■ **Work instructions**
Go through the listing below and count each line with the word "panel" in it; return only the count.

◇ ◇ ◇ ◇ ◇

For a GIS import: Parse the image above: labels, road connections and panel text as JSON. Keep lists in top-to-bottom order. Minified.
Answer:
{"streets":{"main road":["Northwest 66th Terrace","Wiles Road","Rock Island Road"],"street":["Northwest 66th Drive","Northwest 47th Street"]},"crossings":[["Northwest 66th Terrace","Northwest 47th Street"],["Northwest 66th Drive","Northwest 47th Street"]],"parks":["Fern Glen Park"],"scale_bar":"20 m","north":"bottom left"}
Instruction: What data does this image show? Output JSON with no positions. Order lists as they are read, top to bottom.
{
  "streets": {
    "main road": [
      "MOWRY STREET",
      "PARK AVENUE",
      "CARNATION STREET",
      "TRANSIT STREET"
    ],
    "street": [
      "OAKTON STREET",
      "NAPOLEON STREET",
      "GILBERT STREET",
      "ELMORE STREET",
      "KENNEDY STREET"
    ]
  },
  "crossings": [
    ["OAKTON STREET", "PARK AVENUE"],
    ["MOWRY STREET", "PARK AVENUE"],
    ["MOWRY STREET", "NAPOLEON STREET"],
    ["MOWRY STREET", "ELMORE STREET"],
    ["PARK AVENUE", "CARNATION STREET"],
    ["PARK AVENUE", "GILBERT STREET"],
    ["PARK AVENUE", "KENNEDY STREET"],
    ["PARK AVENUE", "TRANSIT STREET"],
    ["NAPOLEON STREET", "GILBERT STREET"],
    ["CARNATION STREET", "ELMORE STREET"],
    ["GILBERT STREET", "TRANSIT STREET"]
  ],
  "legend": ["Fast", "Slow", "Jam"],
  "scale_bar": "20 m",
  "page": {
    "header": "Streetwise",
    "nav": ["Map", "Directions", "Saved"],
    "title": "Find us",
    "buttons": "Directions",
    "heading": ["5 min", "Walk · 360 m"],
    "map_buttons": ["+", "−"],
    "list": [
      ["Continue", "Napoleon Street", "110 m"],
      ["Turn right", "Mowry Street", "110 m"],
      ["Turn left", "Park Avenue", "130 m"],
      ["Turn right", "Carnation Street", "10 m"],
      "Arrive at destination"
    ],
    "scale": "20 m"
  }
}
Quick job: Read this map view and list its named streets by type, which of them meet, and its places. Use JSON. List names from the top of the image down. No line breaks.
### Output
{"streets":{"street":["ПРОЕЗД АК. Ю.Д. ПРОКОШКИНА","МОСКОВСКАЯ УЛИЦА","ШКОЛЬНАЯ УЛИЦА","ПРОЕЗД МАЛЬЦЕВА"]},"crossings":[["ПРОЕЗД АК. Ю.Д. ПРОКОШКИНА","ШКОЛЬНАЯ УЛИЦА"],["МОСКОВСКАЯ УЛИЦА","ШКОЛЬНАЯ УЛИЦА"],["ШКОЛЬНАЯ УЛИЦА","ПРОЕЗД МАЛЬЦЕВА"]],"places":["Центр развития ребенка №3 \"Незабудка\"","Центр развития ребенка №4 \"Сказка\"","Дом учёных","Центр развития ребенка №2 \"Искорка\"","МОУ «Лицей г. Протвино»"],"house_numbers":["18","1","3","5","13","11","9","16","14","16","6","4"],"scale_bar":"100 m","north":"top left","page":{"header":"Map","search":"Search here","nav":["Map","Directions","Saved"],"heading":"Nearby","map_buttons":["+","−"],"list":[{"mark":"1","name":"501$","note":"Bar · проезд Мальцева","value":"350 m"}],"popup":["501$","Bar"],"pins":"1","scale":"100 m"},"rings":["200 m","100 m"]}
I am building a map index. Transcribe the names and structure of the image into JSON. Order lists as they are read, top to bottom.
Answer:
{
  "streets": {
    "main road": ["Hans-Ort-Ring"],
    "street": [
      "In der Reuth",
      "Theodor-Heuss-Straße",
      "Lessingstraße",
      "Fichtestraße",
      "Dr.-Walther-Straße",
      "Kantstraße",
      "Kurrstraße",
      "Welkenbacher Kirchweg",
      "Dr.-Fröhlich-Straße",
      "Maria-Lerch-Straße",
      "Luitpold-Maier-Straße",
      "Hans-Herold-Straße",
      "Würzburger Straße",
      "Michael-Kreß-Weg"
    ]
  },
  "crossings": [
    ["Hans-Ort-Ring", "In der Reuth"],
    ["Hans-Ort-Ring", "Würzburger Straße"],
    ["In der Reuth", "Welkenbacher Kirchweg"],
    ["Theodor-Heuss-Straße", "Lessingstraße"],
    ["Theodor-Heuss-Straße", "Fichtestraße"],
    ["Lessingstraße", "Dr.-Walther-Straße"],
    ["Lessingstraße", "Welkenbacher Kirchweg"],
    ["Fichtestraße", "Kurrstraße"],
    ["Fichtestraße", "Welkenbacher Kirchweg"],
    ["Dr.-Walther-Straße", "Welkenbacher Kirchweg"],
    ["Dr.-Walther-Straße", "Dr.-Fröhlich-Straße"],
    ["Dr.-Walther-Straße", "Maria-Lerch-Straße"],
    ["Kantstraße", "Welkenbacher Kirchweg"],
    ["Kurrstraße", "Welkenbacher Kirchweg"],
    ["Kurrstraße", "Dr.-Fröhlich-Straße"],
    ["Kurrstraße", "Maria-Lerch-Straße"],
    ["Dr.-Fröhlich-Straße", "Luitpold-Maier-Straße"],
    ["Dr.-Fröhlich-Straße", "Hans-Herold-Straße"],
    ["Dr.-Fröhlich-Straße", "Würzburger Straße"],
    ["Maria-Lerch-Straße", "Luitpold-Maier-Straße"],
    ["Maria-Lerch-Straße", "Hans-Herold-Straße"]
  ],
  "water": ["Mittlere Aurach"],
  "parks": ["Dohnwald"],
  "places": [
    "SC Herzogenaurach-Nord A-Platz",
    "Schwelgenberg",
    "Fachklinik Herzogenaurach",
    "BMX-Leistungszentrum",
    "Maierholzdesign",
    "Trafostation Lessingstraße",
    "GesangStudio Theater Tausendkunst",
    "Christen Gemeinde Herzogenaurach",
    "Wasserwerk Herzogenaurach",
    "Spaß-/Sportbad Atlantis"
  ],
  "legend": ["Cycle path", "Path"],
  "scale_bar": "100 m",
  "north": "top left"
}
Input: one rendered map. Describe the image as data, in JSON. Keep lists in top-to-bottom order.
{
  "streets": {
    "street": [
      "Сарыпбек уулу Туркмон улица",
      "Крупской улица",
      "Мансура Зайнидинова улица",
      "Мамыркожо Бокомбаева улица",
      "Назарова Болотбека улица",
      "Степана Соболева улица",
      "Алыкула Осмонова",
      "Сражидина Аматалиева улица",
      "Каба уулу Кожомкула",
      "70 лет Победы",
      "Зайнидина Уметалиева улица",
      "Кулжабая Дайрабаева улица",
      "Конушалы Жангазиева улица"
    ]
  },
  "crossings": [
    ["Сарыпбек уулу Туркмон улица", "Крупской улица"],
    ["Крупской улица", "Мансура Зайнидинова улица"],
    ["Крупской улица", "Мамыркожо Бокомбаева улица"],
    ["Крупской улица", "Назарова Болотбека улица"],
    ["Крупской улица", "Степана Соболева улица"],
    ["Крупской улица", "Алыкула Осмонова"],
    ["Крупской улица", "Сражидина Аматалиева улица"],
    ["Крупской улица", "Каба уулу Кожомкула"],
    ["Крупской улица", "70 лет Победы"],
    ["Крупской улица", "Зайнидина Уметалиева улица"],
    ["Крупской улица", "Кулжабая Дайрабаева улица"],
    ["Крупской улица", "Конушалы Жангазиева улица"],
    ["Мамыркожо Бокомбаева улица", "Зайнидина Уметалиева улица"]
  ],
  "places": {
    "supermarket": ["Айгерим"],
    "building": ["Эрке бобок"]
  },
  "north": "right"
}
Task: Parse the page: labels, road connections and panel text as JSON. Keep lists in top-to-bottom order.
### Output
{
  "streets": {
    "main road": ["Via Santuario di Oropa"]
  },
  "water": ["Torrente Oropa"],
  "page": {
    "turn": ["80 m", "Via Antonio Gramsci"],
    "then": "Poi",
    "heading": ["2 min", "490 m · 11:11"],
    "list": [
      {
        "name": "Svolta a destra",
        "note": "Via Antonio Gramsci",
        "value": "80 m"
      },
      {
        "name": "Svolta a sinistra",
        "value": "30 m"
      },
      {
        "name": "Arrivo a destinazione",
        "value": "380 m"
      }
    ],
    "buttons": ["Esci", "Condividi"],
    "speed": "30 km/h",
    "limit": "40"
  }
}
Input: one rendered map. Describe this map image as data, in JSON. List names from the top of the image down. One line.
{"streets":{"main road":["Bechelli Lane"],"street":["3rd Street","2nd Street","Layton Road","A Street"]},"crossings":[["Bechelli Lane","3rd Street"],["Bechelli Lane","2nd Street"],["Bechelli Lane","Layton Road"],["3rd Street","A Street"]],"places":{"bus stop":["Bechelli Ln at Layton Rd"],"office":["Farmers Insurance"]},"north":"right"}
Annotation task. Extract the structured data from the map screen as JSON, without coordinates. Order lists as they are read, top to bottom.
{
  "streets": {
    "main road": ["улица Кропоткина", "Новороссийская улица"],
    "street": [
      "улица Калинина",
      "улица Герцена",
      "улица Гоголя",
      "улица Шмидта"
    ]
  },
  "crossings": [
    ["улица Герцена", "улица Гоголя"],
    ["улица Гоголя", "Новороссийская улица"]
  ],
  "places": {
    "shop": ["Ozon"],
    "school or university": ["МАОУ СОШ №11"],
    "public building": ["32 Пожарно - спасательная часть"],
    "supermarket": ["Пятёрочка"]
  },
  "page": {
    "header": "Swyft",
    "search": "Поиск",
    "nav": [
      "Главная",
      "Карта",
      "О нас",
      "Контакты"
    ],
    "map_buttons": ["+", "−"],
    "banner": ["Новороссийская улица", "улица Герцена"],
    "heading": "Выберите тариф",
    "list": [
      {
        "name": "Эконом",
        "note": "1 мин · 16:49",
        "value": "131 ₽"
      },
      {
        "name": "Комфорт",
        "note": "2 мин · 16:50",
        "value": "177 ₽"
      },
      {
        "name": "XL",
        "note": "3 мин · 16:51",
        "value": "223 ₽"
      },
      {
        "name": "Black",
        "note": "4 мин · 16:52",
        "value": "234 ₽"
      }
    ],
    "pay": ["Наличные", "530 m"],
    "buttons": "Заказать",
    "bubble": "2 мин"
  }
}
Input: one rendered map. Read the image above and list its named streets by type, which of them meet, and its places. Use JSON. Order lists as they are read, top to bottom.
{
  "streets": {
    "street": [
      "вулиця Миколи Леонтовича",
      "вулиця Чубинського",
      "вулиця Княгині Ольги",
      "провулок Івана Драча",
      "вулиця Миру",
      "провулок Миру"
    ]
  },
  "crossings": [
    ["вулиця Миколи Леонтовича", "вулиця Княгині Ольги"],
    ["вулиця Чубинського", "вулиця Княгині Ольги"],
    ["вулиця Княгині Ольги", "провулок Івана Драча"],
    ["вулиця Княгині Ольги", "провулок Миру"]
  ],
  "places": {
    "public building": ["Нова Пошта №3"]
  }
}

◇ ◇ ◇ ◇ ◇

■ **The completed task**
2